BAD gardening joke. Very bad. This weekend I spent the entire daylight hours basking in the warmth of the KY springtime and planting my new raised flower bed with colorful perennials. The result of ice storms recently is that my garden is graced with some unexpected sunshine, so I had a raised bed added to my yard so I could have some plants that thrived in sun and not shade. The joke is that the soil (supposedly top soil for which I paid a premium) is really clay-hard blue clay the likes of which one makes bricks or vessels, but not likely to grow anything at all. If I had had a potter’s wheel I could have been creative in the garden.
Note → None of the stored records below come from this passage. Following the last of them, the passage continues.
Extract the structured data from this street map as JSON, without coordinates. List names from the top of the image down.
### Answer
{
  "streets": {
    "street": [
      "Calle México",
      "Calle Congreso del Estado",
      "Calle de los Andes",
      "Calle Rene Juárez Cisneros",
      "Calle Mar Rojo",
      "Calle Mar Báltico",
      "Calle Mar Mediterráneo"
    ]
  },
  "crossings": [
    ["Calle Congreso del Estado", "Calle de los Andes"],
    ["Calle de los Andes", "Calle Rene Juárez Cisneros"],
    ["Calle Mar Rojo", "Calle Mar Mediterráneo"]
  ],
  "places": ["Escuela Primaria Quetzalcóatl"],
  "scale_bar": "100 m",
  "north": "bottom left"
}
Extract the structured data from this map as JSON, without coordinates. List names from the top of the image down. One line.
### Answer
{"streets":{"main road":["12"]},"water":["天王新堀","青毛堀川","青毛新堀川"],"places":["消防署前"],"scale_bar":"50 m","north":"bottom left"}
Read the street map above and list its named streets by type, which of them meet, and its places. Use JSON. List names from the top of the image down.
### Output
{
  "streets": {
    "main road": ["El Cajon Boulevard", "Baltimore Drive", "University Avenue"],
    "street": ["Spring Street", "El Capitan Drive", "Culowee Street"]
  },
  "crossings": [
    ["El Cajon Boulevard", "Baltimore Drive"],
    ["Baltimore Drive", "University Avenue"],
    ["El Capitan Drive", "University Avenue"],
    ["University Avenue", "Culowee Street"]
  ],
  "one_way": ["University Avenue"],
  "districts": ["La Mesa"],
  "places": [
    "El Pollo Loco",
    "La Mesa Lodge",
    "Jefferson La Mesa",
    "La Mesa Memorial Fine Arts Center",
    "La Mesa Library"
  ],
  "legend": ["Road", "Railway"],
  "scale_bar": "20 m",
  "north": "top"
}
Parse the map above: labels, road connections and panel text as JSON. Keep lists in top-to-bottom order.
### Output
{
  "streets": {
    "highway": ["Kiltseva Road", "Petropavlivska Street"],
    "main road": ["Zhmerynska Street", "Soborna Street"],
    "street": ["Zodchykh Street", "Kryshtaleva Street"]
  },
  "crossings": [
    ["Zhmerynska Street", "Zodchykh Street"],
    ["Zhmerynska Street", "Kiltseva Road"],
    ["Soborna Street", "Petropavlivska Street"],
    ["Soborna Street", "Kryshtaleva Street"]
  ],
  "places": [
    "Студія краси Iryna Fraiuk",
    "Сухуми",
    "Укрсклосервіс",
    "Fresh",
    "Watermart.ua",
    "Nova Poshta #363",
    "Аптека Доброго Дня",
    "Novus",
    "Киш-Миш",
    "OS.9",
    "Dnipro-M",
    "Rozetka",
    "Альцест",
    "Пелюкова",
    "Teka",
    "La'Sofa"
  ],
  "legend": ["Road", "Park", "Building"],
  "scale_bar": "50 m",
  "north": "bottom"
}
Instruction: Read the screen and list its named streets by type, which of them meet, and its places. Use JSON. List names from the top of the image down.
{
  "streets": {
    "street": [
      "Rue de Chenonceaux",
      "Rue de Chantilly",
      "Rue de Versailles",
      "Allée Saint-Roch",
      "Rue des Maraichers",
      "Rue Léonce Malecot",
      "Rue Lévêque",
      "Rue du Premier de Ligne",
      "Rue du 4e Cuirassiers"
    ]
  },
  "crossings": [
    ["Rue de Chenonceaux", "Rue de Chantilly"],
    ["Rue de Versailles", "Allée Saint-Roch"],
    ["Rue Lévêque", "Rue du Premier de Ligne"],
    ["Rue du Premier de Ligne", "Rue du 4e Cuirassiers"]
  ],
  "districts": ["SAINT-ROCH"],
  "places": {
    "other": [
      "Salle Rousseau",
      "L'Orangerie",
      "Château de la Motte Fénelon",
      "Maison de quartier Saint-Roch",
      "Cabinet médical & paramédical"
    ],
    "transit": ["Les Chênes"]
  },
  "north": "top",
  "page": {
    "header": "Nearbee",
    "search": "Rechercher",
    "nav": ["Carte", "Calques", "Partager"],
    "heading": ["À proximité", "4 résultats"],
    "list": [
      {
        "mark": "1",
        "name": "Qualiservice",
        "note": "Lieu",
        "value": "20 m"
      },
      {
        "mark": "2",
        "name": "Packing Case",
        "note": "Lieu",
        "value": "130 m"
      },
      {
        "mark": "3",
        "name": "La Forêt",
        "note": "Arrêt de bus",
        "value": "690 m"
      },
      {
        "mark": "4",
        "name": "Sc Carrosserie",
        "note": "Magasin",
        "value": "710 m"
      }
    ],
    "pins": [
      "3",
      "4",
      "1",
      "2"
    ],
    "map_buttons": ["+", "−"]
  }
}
So, I dug holes and used potting soil hoping that at least the newly planted plants could thrive and that I am set out to change the composition of this hard blue clay. As I was sweating and toiling to try and fix this problem I realized that, not unlike marketing, without a good foundation (targets, messaging, differentiating factors), the basis of a solid strategic marketing plan, like a good garden spot, without the foundation, it is hard to grow and prosper. And both for the garden and the business, if you have a lousy base, then it is hard to get the growth that is expected, long term. You can do quick fixes, but, unless you really look at the base cause, the foundation, you can create fixes, but not long term solutions.
Hopefully, with one hole at a time replacing clay with potting soil and sand and peat moss, the clay will succumb to acting like soil and not clay. For marketing, taking one hole at a time and fixing it will also work, but not as well as starting with a good foundation and building upon that.